I will do a very basic outline here and may come back and flesh it out later.
I arrive and do several days of testing to make sure I am safe for the treatment. This involves cardiac function, lung function, MRI tests to look for cancers, tons of blood tests, etc.
The next step is two days of cyclophosphamide chemotherapy to begin to obliterate my existing immune cells.
I then have seven days of injections to stimulate my bone marrow to overproduce stem cells.
Next is the insertion of a central line port to harvest stem cells that same day.
I then have another two days of cyclophosphamide chemotherapy.
The next day is what is known as my “stem cell birthday”. My stem cells are re-transplanted into my system to begin rebuilding my peripheral immune system. It is important to note here that the stem cells are the critical part of this treatment. The chemotherapy and the obliteration of the existing immune system is the key part of the process. The reintroduction of stem cells is important to help rebuild the immune system quickly for safety.
For the next seven or so days I am in what is known as a “neutropenic phase”. We will stay in our apartment in complete isolation. My apartment will be disinfected daily and I will have blood labs drawn regularly to monitor my immune system recovery until I reach a point where I am safe for the next step.
Around eight days after my stem cell transplant I will be given a large dose of Rituxan/rituximab and the next day I will be put on an airplane home.
Recovery
Once I return home, the recovery and healing begin. This part is hard to predict. Many people describe the first year as a roller coaster. I expect the first month that I am home I will pretty much feel like crap and sleep a lot. I am also extremely immunosuppressed, so I must be incredibly careful of exposure to infectious invaders.
I have a hematologist/oncologist on my care team here stateside. He did a bunch of preliminary blood work and assessment of my health status before I left, and he will monitor my recovery when I return. I will have regular blood labs to see how my immune system is recovering and to make sure I am not acquiring any dangerous infectious issues. The expectation is that I will have full immune system recovery by six months, though it could be sooner.
In my research I have learned to expect that I will have periods of time where my existing MS symptoms roar up quite loud and then quiet back down. For some people that lasts a couple of days, for some a couple of weeks, and for some months.
Spasticity is one of my most challenging symptoms currently. It affects my walking. It affects my arm and hand function. It causes me pain. It is not uncommon for people to experience debilitating spasticity around the eight-month mark whether they had it before or not. For some this spasticity lasts for a year, for some less time and for some it can become permanent. This is my biggest fear during recovery.

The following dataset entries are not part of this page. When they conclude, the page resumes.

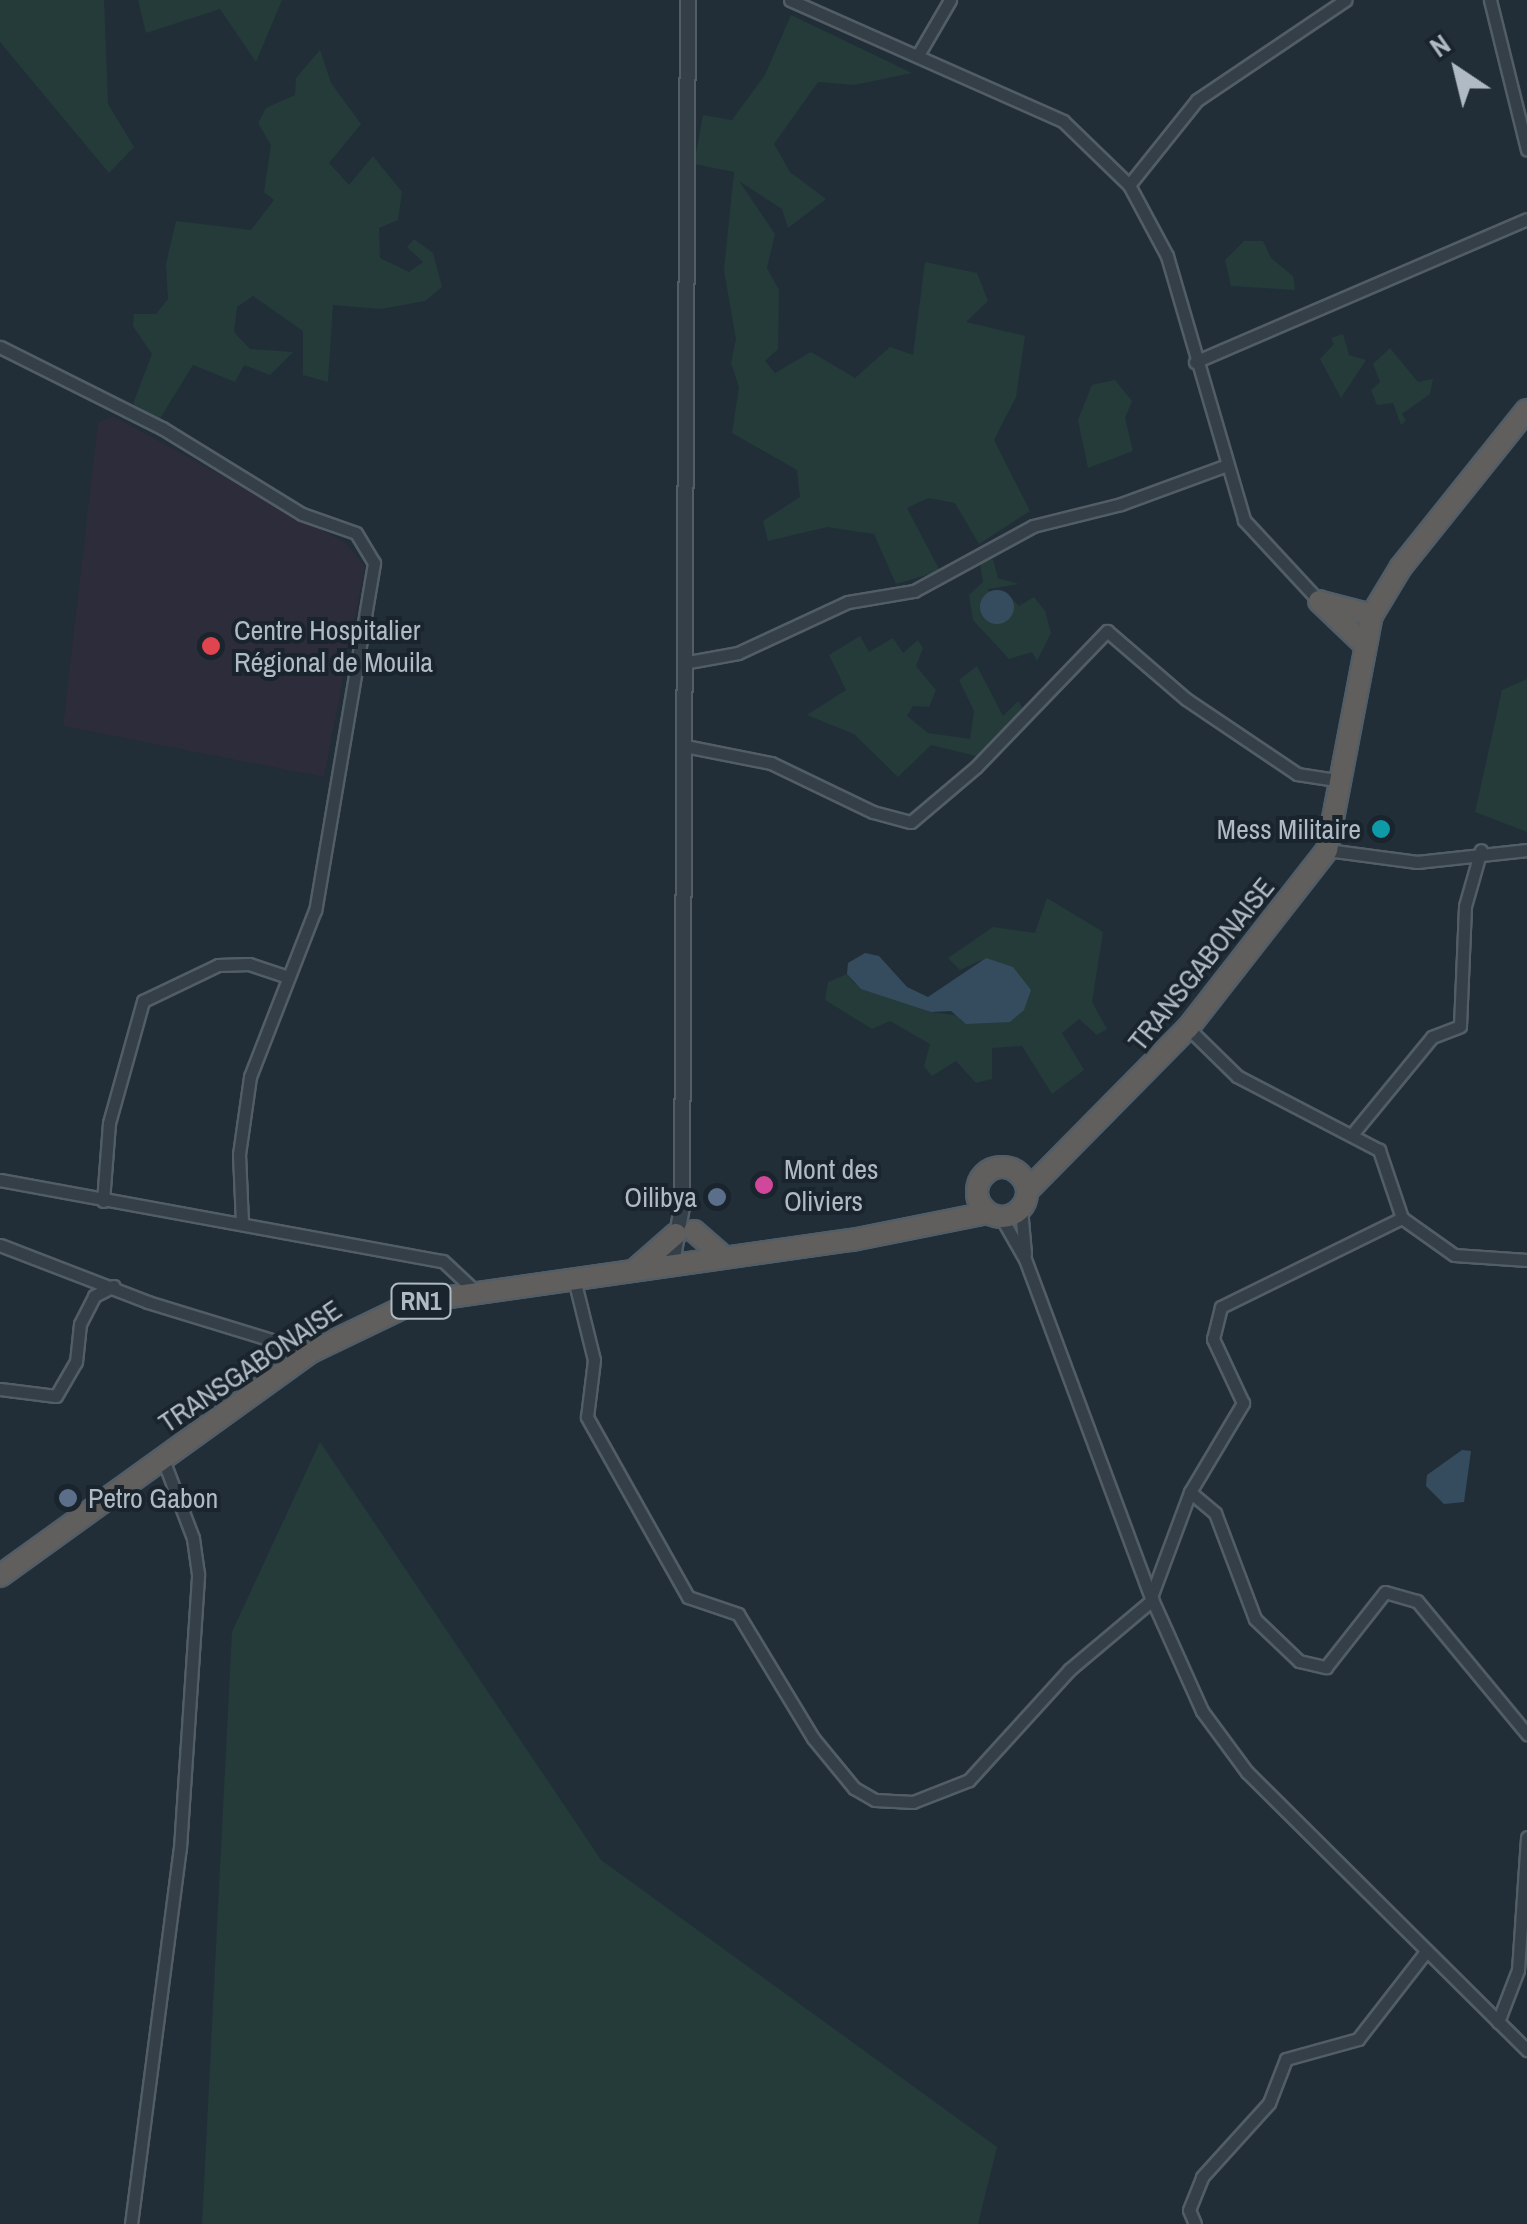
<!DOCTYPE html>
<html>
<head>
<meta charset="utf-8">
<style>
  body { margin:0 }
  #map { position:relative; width:1527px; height:2224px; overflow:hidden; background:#212e38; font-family:"Archivo Narrow",sans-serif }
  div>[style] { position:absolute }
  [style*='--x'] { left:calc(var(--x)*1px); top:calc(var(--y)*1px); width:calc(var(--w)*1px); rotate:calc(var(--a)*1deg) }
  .medical>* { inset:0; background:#2c2c3a }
  .green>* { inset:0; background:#243b3a }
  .water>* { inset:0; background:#354c5f }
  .round { border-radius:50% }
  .roads { filter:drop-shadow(2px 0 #525d66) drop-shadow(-2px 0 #525d66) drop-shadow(0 2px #525d66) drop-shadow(0 -2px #525d66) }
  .minor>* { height:11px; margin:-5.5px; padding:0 5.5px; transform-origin:5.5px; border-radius:5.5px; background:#353f48 }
  .tertiary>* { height:14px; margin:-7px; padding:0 7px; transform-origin:7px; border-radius:7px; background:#353f48 }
  .trunk>* { height:20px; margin:-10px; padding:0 10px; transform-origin:10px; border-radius:10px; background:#605f5d }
  .trunk>.ring { margin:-10px; padding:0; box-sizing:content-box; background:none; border:20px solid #605f5d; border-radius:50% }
  .dots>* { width:28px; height:28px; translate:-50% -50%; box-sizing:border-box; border:5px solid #1a242d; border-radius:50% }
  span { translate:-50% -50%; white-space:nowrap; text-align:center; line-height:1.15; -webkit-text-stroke:8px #1a242d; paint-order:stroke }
  .shield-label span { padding:2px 8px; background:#1a242d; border:2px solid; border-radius:8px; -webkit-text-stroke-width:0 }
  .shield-label { font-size:25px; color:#afbac5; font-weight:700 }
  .poi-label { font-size:28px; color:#afbac5 }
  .left { translate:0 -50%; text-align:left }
  .right { translate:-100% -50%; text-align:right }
  .street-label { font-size:28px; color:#afbac5 }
  .north { position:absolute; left:1407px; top:20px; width:100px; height:100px; -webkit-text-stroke:8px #1a242d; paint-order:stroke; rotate:325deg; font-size:28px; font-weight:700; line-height:40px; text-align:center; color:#afbac5 }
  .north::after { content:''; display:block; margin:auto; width:35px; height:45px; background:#afbac5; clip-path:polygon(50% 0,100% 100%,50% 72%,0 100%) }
</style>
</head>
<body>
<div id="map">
  <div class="medical">
    <i style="clip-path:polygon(113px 416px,346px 543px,365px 566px,324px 777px,63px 726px,98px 422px)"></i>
  </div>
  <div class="green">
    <i style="clip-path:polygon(0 0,104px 0,108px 104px,134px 147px,109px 173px,0 42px)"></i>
    <i style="clip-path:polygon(138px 0,282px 0,256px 62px,220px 9px,146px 33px)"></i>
    <i style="clip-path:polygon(791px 15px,912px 73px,854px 85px,818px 82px,774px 144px,790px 172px,826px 199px,788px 228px,782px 209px,739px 181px,775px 234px,767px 268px,779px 290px,778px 349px,765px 361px,775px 373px,811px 352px,855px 378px,890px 347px,913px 355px,925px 262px,977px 273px,988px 301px,966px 322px,1025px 336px,1016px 397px,994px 440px,1030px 511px,979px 544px,955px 503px,928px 498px,907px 508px,940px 571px,896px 584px,874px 534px,827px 527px,768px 541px,763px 521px,800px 497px,797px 470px,732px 433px,739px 387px,731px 363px,736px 339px,724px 270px,734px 172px,694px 164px,703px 115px,732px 120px,765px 75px)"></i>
    <i style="clip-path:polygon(320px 50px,331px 83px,361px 124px,329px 163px,349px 185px,373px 156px,402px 192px,398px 220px,379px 228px,380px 258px,409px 272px,423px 262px,407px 247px,414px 239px,433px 253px,442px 287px,425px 301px,381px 309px,333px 305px,328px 382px,303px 375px,303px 331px,253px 296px,237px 307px,234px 332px,250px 349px,293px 352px,270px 375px,244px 365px,235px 382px,193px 365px,159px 420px,133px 404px,152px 354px,133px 326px,134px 314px,156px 314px,168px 299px,166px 264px,176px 221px,251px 230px,274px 200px,264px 192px,271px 145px,258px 123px,266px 108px,295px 95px,296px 78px)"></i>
    <i style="clip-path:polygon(1244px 241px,1263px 241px,1271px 258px,1293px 276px,1295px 290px,1231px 286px,1225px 260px)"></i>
    <i style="clip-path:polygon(1343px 334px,1349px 355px,1366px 360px,1341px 398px,1320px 359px,1334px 344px,1331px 338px)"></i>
    <i style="clip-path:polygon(1390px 348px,1418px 382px,1433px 379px,1430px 394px,1402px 414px,1406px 420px,1401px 425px,1393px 403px,1377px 405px,1371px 390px,1380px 382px,1373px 364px)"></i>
    <i style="clip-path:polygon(1115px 380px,1132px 401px,1125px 418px,1133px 451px,1088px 468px,1078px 420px,1092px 385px)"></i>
    <i style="clip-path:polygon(993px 559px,998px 578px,1019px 584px,987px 589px,1012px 613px,1009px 596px,1019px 606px,1034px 597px,1045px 611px,1051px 633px,1037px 661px,1032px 652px,1009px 659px,973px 620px,969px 595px,983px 582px,980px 563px)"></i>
    <i style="clip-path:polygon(860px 636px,869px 652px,893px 638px,903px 653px,918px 640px,923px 648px,916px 666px,936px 690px,929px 707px,913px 706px,907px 716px,928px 733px,970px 739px,974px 711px,959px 680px,977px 666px,1003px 716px,1018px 701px,1024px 710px,976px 756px,931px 745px,898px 777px,854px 734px,807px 715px,846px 690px,829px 655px)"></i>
    <i style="clip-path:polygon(1527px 679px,1527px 832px,1475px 812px,1502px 690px)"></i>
    <i style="clip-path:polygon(1047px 898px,1103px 932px,1092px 1002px,1107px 1029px,1097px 1035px,1079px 1019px,1062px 1033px,1084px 1070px,1052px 1094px,1022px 1046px,992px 1048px,992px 1079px,976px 1083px,956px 1061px,932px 1076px,924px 1066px,930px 1044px,890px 1021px,872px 1029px,825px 1000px,828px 982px,847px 974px,854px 983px,930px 1012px,1010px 1022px,986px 958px,960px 970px,948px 958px,993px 927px,1035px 933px)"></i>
    <i style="clip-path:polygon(320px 1442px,601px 1860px,997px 2147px,978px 2224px,202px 2224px,232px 1632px)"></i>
  </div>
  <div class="water">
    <i class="round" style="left:980px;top:590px;width:34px;height:34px"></i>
    <i style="clip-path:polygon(865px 953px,879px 956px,907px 987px,928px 997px,986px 958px,1013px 967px,1031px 990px,1024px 1010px,1010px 1022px,966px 1024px,951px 1011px,931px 1012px,861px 989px,847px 974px,848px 963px)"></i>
    <i style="clip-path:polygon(1462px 1450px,1471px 1451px,1464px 1502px,1444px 1504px,1426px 1486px,1427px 1475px)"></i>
  </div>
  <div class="roads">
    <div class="minor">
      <i style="--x:790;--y:0;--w:299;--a:23.9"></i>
      <i style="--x:1063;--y:121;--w:92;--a:44.1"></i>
      <i style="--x:1129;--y:185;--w:81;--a:61.8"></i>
      <i style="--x:1167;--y:256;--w:275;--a:73.7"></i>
      <i style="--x:1244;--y:520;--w:110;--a:47.2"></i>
      <i style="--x:1490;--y:0;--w:154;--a:76.1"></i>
      <i style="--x:918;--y:55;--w:64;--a:-59.8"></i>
      <i style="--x:1129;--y:185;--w:109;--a:-51.3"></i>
      <i style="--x:1197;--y:100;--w:179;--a:-34"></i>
      <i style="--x:0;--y:347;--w:181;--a:26.6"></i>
      <i style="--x:162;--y:428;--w:164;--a:31.6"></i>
      <i style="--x:302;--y:514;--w:57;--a:19.4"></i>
      <i style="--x:356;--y:533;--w:35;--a:59"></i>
      <i style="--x:374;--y:563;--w:352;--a:99.6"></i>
      <i style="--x:315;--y:910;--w:179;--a:111.3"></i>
      <i style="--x:250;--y:1077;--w:78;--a:98.1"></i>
      <i style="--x:239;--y:1154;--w:70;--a:87.5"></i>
      <i style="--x:1195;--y:362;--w:361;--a:-23.3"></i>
      <i style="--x:683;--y:663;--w:56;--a:-10.3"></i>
      <i style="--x:738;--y:653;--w:121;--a:-24.9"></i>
      <i style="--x:848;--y:602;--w:67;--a:-9.5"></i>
      <i style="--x:914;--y:591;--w:136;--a:-28.6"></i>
      <i style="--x:1033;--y:526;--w:91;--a:-14"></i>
      <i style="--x:1121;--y:504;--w:113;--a:-20.2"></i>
      <i style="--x:685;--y:746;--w:88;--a:11.2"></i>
      <i style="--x:771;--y:763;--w:113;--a:25.7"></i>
      <i style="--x:873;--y:812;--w:39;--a:15"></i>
      <i style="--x:911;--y:822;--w:85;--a:-40.2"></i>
      <i style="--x:976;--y:767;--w:189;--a:-46.1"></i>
      <i style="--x:1107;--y:631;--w:104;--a:40.7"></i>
      <i style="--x:1186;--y:699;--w:134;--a:34"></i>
      <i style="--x:1297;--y:774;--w:46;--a:8.8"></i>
      <i style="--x:1327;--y:850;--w:91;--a:7.6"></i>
      <i style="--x:1417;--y:862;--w:111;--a:-6.2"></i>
      <i style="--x:1354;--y:1132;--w:123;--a:-50.6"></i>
      <i style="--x:1432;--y:1037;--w:30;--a:-21"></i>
      <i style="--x:1460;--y:1026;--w:120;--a:-87.6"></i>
      <i style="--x:1465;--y:906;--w:58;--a:-74.1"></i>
      <i style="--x:0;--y:1180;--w:450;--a:10.4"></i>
      <i style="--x:443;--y:1261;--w:42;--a:43.1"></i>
      <i style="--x:103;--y:1201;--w:78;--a:-85.6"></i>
      <i style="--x:109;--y:1123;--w:127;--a:-74.4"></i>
      <i style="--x:143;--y:1001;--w:83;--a:-25.6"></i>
      <i style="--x:218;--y:965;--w:31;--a:-2"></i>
      <i style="--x:249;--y:964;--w:41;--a:18.4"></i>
      <i style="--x:1021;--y:1208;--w:46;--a:85"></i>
      <i style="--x:1001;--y:1217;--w:48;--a:60.3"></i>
      <i style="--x:1025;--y:1259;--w:361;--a:69.6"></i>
      <i style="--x:1151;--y:1597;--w:125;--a:65.9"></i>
      <i style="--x:1202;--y:1711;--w:76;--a:53.6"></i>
      <i style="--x:1247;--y:1772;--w:395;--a:44.8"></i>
      <i style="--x:1402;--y:1218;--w:64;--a:35.4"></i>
      <i style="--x:1454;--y:1255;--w:73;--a:3.9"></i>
      <i style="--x:0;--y:1245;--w:159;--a:21.1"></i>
      <i style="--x:148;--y:1302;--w:170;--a:17.1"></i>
      <i style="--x:574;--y:1279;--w:83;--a:76.1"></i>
      <i style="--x:594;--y:1360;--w:57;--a:97"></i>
      <i style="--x:587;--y:1417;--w:206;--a:60.7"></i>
      <i style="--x:688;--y:1597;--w:53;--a:18.8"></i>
      <i style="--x:738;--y:1614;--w:145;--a:58.8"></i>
      <i style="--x:813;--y:1738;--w:65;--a:50.6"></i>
      <i style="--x:854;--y:1788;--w:24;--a:30"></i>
      <i style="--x:875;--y:1800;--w:38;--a:3"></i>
      <i style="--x:913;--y:1802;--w:60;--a:-21.4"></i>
      <i style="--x:969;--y:1780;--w:149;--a:-47.7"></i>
      <i style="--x:1069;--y:1670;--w:109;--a:-40.1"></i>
      <i style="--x:0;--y:1389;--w:56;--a:7.1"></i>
      <i style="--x:56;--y:1396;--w:39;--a:-60"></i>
      <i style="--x:76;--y:1362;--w:38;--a:-84"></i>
      <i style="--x:80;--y:1324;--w:31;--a:-63"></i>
      <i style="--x:94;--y:1296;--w:22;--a:-27"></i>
      <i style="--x:1190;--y:1492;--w:33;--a:40"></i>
      <i style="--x:1215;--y:1513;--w:113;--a:69.3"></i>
      <i style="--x:1255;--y:1619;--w:61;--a:43.7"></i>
      <i style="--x:1299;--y:1661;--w:28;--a:13"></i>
      <i style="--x:1326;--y:1667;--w:95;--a:-51.8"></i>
      <i style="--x:1385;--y:1592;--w:33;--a:16"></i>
      <i style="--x:1417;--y:1601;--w:173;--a:50.4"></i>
      <i style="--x:1151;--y:1597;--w:112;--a:-69.6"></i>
      <i style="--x:1190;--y:1492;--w:104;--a:-59.2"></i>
      <i style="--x:1243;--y:1403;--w:71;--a:-115.1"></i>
      <i style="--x:1213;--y:1339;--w:33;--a:-76"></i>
      <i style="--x:1221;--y:1307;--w:202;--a:-26.2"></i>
      <i style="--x:1402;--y:1218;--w:72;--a:-108.7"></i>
      <i style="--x:1379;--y:1150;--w:160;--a:-152.5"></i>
      <i style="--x:1237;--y:1076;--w:69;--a:-135.6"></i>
      <i style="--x:1498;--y:2022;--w:56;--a:-69"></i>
      <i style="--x:1518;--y:1970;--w:133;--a:-86.1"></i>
      <i style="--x:131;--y:2224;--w:379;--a:-82.6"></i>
      <i style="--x:180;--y:1848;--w:275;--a:-86.2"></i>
      <i style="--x:198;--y:1574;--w:36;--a:-98"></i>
      <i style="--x:193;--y:1538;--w:87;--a:-110.9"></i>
      <i style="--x:1195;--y:2224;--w:15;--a:-113"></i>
      <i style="--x:1189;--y:2210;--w:35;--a:-68"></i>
      <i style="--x:1202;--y:2177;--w:100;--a:-47.8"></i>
      <i style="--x:1269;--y:2103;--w:47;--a:-68.9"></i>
      <i style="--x:1286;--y:2059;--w:75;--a:-15.5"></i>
      <i style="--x:1358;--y:2039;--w:109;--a:-52.1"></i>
    </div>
    <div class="tertiary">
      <i style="--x:672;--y:1263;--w:57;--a:-79.9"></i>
      <i style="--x:682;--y:1207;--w:1207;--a:-89.72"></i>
    </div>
    <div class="trunk">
      <i style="--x:1319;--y:601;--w:59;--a:43.6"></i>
      <i style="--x:1321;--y:602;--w:53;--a:14.3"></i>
      <i class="ring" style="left:977px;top:1167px;width:30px;height:30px"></i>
      <i style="--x:1027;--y:1191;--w:229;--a:-45.4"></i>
      <i style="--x:1188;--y:1028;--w:226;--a:-52"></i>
      <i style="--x:1327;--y:850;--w:239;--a:-79.2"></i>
      <i style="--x:1372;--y:615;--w:56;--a:-58.9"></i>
      <i style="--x:1401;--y:567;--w:201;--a:-51.3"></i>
      <i style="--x:694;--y:1231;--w:38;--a:41"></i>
      <i style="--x:636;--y:1269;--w:53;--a:-41.2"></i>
      <i style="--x:0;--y:1576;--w:383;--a:-35.8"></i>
      <i style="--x:311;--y:1352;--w:115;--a:-25.7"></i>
      <i style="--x:415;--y:1302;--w:441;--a:-8.1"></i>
      <i style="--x:852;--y:1240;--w:138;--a:-11.3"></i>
    </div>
  </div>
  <div class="dots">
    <i style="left:211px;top:646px;background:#e0444e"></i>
    <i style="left:1381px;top:829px;background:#0f9aa8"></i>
    <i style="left:764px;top:1185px;background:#d1479c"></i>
    <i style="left:717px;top:1197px;background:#5c6f8a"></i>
    <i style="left:68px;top:1498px;background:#5c6f8a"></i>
  </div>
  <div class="shield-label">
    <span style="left:421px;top:1301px">RN1</span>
  </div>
  <div class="poi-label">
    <span class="left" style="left:234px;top:646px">Centre Hospitalier<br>Régional de Mouila</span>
    <span class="right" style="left:1361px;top:829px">Mess Militaire</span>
    <span class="left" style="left:784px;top:1185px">Mont des<br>Oliviers</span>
    <span class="right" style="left:697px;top:1197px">Oilibya</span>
    <span class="left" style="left:88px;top:1498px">Petro Gabon</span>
  </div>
  <div class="street-label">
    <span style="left:1201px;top:964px;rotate:-51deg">TRANSGABONAISE</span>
    <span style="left:250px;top:1366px;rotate:-34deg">TRANSGABONAISE</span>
  </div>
  <div class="north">N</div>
</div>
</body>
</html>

Whether my MS has been halted and whether I have any symptomatic improvement will take a long time to know. There is no objective measure to determine if my MS has been halted. There is no blood test. There is no MRI scan to tell if I am having less lesions. Remember, I have not had new lesions since I was first diagnosed in 2007. It is only my own experience of my body that will help me know if this whole massive experiment worked.
The clinic collects quarterly surveys about patient experiences to track success or to know if someone is what is called a “nonresponder”. Many people experience distinct improvements that help them know it was beneficial. The most common symptom improvements are decrease or disappearance of fatigue, decreased or disappearance in bladder symptoms, and decrease or disappearance in cognitive issues. There are people who also see improvements in their mobility challenges, and I only hope that I will be one of them.
It is not uncommon for people to continue to see improvements over the next two or even four years after transplant. This adventure is a long game. If it is successful I will be able to maintain my current quality of life and potentially recover some of what I’ve lost.